Task statement
In full and without change, repeat the records shown below.

+ + + + +

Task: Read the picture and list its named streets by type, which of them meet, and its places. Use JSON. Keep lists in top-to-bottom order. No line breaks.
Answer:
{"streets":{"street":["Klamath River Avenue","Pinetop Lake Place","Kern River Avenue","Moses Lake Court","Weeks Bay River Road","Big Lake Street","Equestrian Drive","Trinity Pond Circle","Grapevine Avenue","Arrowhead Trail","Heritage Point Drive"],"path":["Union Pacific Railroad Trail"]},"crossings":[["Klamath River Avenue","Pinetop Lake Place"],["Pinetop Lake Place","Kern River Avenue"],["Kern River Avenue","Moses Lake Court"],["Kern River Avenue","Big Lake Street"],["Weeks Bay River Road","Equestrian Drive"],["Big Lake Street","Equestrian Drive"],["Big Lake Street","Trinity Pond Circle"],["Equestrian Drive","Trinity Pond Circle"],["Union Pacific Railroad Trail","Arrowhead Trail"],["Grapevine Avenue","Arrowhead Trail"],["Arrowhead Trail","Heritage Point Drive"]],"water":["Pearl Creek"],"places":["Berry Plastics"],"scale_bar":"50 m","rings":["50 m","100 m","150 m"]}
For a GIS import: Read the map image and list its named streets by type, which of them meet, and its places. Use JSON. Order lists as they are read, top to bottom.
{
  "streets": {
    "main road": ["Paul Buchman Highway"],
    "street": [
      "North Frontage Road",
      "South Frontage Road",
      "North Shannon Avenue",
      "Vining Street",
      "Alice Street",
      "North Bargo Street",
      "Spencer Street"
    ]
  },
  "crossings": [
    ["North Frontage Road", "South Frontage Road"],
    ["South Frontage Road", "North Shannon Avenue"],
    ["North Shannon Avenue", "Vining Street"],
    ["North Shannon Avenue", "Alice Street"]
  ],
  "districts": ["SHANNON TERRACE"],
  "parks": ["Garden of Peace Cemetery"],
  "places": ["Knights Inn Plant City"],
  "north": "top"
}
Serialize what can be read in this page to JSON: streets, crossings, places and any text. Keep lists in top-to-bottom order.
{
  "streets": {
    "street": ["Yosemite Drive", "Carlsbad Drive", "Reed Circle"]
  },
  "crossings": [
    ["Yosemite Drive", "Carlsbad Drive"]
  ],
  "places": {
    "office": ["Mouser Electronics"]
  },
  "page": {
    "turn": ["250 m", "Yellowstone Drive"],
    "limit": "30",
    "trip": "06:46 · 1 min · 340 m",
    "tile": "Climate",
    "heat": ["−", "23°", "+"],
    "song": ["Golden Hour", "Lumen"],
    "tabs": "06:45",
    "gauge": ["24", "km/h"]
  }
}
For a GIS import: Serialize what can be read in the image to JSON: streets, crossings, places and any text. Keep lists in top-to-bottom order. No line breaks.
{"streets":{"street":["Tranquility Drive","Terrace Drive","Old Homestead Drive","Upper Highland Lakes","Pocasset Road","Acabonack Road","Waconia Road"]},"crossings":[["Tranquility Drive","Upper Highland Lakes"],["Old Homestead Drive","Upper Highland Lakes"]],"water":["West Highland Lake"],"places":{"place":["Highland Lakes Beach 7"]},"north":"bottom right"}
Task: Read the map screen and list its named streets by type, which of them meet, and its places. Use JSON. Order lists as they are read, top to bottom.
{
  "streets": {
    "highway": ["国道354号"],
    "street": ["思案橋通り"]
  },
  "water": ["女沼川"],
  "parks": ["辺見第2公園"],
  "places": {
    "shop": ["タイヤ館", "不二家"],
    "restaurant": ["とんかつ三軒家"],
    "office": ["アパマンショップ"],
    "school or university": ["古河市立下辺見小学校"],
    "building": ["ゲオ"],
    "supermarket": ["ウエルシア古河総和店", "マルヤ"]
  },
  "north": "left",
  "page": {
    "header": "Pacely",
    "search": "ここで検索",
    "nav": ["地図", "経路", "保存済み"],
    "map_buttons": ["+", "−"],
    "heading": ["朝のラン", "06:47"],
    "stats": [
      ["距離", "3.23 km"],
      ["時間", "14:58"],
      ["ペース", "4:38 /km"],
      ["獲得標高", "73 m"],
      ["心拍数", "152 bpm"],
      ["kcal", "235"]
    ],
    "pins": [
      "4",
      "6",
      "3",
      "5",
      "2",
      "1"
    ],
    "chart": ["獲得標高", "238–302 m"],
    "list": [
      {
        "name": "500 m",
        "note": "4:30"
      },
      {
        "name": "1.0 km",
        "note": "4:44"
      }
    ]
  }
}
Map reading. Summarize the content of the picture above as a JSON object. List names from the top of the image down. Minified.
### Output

+ + + + +

Worked solution
Task: Read the picture and list its named streets by type, which of them meet, and its places. Use JSON. Keep lists in top-to-bottom order. No line breaks.
Answer:
{"streets":{"street":["Klamath River Avenue","Pinetop Lake Place","Kern River Avenue","Moses Lake Court","Weeks Bay River Road","Big Lake Street","Equestrian Drive","Trinity Pond Circle","Grapevine Avenue","Arrowhead Trail","Heritage Point Drive"],"path":["Union Pacific Railroad Trail"]},"crossings":[["Klamath River Avenue","Pinetop Lake Place"],["Pinetop Lake Place","Kern River Avenue"],["Kern River Avenue","Moses Lake Court"],["Kern River Avenue","Big Lake Street"],["Weeks Bay River Road","Equestrian Drive"],["Big Lake Street","Equestrian Drive"],["Big Lake Street","Trinity Pond Circle"],["Equestrian Drive","Trinity Pond Circle"],["Union Pacific Railroad Trail","Arrowhead Trail"],["Grapevine Avenue","Arrowhead Trail"],["Arrowhead Trail","Heritage Point Drive"]],"water":["Pearl Creek"],"places":["Berry Plastics"],"scale_bar":"50 m","rings":["50 m","100 m","150 m"]}
For a GIS import: Read the map image and list its named streets by type, which of them meet, and its places. Use JSON. Order lists as they are read, top to bottom.
{
  "streets": {
    "main road": ["Paul Buchman Highway"],
    "street": [
      "North Frontage Road",
      "South Frontage Road",
      "North Shannon Avenue",
      "Vining Street",
      "Alice Street",
      "North Bargo Street",
      "Spencer Street"
    ]
  },
  "crossings": [
    ["North Frontage Road", "South Frontage Road"],
    ["South Frontage Road", "North Shannon Avenue"],
    ["North Shannon Avenue", "Vining Street"],
    ["North Shannon Avenue", "Alice Street"]
  ],
  "districts": ["SHANNON TERRACE"],
  "parks": ["Garden of Peace Cemetery"],
  "places": ["Knights Inn Plant City"],
  "north": "top"
}
Serialize what can be read in this page to JSON: streets, crossings, places and any text. Keep lists in top-to-bottom order.
{
  "streets": {
    "street": ["Yosemite Drive", "Carlsbad Drive", "Reed Circle"]
  },
  "crossings": [
    ["Yosemite Drive", "Carlsbad Drive"]
  ],
  "places": {
    "office": ["Mouser Electronics"]
  },
  "page": {
    "turn": ["250 m", "Yellowstone Drive"],
    "limit": "30",
    "trip": "06:46 · 1 min · 340 m",
    "tile": "Climate",
    "heat": ["−", "23°", "+"],
    "song": ["Golden Hour", "Lumen"],
    "tabs": "06:45",
    "gauge": ["24", "km/h"]
  }
}
For a GIS import: Serialize what can be read in the image to JSON: streets, crossings, places and any text. Keep lists in top-to-bottom order. No line breaks.
{"streets":{"street":["Tranquility Drive","Terrace Drive","Old Homestead Drive","Upper Highland Lakes","Pocasset Road","Acabonack Road","Waconia Road"]},"crossings":[["Tranquility Drive","Upper Highland Lakes"],["Old Homestead Drive","Upper Highland Lakes"]],"water":["West Highland Lake"],"places":{"place":["Highland Lakes Beach 7"]},"north":"bottom right"}
Task: Read the map screen and list its named streets by type, which of them meet, and its places. Use JSON. Order lists as they are read, top to bottom.
{
  "streets": {
    "highway": ["国道354号"],
    "street": ["思案橋通り"]
  },
  "water": ["女沼川"],
  "parks": ["辺見第2公園"],
  "places": {
    "shop": ["タイヤ館", "不二家"],
    "restaurant": ["とんかつ三軒家"],
    "office": ["アパマンショップ"],
    "school or university": ["古河市立下辺見小学校"],
    "building": ["ゲオ"],
    "supermarket": ["ウエルシア古河総和店", "マルヤ"]
  },
  "north": "left",
  "page": {
    "header": "Pacely",
    "search": "ここで検索",
    "nav": ["地図", "経路", "保存済み"],
    "map_buttons": ["+", "−"],
    "heading": ["朝のラン", "06:47"],
    "stats": [
      ["距離", "3.23 km"],
      ["時間", "14:58"],
      ["ペース", "4:38 /km"],
      ["獲得標高", "73 m"],
      ["心拍数", "152 bpm"],
      ["kcal", "235"]
    ],
    "pins": [
      "4",
      "6",
      "3",
      "5",
      "2",
      "1"
    ],
    "chart": ["獲得標高", "238–302 m"],
    "list": [
      {
        "name": "500 m",
        "note": "4:30"
      },
      {
        "name": "1.0 km",
        "note": "4:44"
      }
    ]
  }
}
Map reading. Summarize the content of the picture above as a JSON object. List names from the top of the image down. Minified.
### Output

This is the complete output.